[Collected data entries]
# # # #

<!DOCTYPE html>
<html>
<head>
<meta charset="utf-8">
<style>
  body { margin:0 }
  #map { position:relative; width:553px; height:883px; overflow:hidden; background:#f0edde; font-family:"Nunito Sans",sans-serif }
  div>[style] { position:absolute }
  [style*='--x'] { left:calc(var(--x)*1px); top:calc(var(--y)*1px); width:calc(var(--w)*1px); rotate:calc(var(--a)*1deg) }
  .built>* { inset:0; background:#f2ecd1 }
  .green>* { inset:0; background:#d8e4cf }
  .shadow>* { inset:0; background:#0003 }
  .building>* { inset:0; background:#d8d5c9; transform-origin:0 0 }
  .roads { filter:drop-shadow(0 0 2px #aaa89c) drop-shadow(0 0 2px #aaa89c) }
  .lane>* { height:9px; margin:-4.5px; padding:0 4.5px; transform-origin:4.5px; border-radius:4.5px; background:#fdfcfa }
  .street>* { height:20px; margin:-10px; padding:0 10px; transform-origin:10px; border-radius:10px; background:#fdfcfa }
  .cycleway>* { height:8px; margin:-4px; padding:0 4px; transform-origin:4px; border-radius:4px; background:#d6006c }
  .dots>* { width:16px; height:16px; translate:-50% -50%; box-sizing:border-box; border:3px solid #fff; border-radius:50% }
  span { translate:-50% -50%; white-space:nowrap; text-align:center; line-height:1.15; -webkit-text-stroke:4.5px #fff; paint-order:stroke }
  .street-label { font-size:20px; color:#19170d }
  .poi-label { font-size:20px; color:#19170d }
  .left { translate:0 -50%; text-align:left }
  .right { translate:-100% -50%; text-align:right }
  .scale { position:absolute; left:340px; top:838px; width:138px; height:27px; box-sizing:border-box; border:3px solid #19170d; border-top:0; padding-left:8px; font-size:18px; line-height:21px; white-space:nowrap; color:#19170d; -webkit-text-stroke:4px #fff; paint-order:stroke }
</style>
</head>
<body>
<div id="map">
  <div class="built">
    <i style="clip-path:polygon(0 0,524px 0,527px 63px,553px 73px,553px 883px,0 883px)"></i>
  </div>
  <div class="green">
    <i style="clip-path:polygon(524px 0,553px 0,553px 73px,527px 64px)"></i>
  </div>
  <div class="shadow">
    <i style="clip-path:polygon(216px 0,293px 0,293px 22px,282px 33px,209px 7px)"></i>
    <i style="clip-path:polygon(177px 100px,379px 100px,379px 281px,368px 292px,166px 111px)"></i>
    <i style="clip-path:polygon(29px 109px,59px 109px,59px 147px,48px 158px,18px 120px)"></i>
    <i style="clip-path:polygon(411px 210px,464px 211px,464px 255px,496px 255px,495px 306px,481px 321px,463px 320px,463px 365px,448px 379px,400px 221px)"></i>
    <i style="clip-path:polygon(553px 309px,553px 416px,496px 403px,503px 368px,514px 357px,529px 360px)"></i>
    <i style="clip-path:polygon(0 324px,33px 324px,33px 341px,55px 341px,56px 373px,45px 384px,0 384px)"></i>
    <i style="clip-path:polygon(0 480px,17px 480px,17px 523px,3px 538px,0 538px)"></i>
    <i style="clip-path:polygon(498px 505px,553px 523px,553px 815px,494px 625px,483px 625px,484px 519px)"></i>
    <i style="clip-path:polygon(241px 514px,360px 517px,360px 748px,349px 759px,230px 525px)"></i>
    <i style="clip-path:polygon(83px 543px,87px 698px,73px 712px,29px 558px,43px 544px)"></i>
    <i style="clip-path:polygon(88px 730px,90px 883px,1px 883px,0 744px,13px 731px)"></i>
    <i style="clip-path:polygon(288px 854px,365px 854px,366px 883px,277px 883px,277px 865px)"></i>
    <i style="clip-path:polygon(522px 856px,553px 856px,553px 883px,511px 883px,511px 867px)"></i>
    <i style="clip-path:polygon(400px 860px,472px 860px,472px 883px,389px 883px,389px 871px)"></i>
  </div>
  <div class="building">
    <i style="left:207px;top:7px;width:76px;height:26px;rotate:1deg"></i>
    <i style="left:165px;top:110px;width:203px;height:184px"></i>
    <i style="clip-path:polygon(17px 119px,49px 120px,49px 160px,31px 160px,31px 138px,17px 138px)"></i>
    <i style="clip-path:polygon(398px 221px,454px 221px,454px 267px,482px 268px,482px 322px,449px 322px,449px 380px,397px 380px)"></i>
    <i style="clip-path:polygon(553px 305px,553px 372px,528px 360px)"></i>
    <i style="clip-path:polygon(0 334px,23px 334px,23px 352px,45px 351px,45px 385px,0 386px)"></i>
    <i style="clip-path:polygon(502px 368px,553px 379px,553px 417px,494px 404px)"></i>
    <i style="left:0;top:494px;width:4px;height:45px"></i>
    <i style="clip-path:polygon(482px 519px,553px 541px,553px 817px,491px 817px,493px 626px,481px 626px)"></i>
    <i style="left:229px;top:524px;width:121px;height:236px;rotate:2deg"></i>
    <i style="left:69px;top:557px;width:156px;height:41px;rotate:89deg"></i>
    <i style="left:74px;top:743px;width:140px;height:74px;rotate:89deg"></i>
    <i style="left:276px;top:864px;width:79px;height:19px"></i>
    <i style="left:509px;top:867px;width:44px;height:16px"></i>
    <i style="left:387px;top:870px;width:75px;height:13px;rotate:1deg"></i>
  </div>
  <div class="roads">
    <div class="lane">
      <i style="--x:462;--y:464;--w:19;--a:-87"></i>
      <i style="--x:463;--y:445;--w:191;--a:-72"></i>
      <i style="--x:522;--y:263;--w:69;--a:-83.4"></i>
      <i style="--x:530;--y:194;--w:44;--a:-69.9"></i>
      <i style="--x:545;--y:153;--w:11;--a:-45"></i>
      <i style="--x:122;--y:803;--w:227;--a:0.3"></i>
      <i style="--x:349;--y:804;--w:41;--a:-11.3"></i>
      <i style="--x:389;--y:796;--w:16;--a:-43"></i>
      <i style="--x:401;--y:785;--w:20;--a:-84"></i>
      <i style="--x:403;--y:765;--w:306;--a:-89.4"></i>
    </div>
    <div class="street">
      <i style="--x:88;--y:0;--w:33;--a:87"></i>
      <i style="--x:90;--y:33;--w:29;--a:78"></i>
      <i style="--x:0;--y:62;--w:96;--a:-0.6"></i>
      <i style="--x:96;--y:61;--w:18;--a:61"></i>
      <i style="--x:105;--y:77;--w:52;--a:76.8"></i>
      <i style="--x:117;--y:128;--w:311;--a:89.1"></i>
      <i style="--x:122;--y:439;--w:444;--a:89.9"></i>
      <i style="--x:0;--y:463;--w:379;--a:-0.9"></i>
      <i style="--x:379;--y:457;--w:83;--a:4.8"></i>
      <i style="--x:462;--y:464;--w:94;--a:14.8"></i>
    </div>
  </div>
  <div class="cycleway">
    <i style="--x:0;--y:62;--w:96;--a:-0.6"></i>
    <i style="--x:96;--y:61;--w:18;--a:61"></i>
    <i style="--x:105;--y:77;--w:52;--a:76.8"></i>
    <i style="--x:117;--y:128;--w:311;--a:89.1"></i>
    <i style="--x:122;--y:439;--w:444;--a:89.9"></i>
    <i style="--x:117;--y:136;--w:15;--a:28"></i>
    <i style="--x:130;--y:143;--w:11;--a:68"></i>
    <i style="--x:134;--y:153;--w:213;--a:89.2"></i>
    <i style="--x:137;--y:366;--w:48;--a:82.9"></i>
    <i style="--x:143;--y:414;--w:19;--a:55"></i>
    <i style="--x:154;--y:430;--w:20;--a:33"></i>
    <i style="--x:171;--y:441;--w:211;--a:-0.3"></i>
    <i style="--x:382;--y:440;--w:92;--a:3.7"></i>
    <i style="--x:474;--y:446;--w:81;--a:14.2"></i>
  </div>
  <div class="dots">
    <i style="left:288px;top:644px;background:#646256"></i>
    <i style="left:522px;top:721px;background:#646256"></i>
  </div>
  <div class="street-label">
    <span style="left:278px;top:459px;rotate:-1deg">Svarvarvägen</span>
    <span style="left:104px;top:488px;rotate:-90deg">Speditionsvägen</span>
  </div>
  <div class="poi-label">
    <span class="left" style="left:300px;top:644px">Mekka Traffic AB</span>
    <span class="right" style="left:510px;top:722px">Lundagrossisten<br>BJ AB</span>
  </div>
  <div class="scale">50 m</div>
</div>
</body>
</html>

# # # #

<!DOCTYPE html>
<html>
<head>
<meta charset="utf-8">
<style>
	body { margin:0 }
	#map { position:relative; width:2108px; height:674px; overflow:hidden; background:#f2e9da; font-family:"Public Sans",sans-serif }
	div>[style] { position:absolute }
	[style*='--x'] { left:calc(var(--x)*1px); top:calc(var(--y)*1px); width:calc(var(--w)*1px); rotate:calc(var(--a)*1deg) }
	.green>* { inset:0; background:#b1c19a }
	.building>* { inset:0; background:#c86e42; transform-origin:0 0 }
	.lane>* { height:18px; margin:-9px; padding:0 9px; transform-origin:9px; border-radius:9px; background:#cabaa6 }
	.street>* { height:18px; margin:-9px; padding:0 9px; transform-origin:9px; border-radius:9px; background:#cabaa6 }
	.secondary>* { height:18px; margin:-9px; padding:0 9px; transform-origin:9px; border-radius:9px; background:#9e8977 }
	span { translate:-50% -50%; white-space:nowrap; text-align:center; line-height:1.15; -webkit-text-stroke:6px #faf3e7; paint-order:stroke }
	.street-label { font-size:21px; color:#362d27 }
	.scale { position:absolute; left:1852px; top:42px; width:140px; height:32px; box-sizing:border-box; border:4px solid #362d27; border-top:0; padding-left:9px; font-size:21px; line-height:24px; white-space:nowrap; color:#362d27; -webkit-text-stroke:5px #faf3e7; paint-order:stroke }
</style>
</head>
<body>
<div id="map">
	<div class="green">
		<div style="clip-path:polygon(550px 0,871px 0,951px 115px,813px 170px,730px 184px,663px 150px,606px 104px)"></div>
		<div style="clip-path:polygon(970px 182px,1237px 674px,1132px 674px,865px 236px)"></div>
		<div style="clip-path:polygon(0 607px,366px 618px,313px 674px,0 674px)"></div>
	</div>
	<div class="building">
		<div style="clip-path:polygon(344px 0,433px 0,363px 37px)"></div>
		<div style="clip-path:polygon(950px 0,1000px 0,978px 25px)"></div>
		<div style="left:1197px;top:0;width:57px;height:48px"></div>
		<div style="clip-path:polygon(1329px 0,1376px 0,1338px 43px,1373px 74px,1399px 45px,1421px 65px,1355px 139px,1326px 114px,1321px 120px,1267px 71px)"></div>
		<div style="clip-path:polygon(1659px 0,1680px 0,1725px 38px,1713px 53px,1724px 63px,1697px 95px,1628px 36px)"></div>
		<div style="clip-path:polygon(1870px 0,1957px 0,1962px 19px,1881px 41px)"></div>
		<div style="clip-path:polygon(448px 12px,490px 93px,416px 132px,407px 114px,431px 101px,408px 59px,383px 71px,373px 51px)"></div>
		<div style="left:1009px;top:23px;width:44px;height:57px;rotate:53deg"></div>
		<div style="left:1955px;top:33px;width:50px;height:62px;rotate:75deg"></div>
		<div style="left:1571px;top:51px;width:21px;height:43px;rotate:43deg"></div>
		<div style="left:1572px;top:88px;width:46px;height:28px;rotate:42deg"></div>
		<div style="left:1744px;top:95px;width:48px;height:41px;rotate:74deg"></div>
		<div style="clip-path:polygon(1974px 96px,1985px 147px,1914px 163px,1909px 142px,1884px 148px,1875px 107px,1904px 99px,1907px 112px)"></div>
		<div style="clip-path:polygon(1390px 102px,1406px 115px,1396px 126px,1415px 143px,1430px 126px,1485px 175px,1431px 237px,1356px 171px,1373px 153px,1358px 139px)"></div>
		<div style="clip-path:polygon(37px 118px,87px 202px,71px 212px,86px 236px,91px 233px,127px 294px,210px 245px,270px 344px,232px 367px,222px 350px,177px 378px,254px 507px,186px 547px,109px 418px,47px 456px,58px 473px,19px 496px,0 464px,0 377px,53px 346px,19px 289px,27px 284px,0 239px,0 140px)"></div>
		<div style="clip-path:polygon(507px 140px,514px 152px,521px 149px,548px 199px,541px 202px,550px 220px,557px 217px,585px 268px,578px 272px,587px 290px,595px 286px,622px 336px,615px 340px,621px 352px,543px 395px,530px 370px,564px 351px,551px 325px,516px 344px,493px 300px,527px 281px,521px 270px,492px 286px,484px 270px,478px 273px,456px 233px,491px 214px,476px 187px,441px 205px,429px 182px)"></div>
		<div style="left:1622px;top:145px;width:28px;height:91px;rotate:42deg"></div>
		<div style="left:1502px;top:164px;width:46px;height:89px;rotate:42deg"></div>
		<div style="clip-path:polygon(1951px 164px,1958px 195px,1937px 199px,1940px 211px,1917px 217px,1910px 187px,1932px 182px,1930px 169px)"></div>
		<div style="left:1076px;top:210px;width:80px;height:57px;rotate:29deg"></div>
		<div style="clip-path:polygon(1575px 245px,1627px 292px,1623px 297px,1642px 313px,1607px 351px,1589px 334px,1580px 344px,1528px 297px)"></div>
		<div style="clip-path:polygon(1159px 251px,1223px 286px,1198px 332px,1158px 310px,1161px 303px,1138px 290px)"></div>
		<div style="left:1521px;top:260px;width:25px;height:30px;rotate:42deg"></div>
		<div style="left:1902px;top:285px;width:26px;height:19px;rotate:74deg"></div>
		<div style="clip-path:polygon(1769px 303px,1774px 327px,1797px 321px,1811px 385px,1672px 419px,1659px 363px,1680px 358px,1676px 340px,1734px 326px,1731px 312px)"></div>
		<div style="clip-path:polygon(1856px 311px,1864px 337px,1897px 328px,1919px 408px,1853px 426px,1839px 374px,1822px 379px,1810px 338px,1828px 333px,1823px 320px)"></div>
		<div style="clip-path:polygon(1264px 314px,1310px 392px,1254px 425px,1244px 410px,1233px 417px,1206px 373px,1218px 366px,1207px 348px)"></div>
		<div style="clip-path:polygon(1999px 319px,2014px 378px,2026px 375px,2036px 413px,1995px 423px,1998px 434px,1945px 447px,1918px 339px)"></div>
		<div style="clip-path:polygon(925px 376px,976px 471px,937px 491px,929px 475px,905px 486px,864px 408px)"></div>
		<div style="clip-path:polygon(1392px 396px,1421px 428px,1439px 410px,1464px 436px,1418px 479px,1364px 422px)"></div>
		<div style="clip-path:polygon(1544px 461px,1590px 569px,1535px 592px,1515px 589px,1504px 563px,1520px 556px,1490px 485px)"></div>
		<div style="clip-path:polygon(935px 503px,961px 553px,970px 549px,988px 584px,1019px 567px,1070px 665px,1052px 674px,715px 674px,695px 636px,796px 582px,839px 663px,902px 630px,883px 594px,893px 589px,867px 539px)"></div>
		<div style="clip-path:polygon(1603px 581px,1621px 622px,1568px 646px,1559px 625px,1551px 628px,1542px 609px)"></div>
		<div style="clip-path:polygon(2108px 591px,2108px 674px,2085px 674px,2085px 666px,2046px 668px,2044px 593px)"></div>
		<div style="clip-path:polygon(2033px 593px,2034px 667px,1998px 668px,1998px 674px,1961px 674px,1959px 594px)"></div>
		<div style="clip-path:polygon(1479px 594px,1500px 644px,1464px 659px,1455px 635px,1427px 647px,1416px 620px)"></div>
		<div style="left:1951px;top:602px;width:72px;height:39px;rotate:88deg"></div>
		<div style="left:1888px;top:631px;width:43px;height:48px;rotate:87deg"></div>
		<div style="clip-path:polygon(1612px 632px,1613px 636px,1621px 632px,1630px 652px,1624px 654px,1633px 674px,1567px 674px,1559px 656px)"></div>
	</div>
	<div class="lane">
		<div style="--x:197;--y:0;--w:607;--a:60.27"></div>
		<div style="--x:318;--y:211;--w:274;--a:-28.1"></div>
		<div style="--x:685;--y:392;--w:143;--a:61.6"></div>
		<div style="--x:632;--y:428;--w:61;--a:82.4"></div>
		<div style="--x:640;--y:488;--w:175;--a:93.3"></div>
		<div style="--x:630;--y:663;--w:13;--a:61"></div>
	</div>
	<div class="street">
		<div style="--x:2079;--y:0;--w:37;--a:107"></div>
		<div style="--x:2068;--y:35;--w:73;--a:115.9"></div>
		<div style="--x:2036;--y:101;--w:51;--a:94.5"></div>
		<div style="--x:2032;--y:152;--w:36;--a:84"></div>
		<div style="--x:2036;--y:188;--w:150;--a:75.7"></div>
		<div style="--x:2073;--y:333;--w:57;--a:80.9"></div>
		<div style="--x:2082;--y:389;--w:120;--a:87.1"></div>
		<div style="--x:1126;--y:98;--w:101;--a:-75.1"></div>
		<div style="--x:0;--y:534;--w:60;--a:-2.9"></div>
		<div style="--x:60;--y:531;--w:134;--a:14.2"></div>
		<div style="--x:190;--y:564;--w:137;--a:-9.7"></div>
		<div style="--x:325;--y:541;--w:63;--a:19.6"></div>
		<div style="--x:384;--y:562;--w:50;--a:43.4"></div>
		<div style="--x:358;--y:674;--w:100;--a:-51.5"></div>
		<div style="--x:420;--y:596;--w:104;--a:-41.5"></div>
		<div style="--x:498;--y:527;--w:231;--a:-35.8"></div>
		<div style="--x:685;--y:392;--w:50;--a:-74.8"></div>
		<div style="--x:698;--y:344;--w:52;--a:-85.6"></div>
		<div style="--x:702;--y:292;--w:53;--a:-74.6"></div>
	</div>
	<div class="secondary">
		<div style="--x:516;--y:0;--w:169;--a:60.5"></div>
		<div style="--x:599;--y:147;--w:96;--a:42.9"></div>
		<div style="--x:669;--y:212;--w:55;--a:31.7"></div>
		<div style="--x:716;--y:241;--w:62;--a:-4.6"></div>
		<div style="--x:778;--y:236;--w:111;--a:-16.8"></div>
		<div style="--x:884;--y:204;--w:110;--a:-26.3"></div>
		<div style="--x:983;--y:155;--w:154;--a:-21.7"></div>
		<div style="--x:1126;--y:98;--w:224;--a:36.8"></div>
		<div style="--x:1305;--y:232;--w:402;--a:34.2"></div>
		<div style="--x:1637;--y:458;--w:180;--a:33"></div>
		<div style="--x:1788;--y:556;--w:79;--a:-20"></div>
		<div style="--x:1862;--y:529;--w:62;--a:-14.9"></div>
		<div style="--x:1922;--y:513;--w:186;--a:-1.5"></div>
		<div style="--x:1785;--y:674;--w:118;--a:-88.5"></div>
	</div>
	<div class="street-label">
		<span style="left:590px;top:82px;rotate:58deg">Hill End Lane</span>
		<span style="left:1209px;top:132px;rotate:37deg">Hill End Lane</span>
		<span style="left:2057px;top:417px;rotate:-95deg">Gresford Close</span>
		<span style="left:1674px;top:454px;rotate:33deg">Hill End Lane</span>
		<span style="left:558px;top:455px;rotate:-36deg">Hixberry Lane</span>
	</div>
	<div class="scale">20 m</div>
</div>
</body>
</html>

# # # #

▶ **What is expected**: Your answer is a single number: the count of lines in the records holding the string "dots".

▶ **Response area**: 2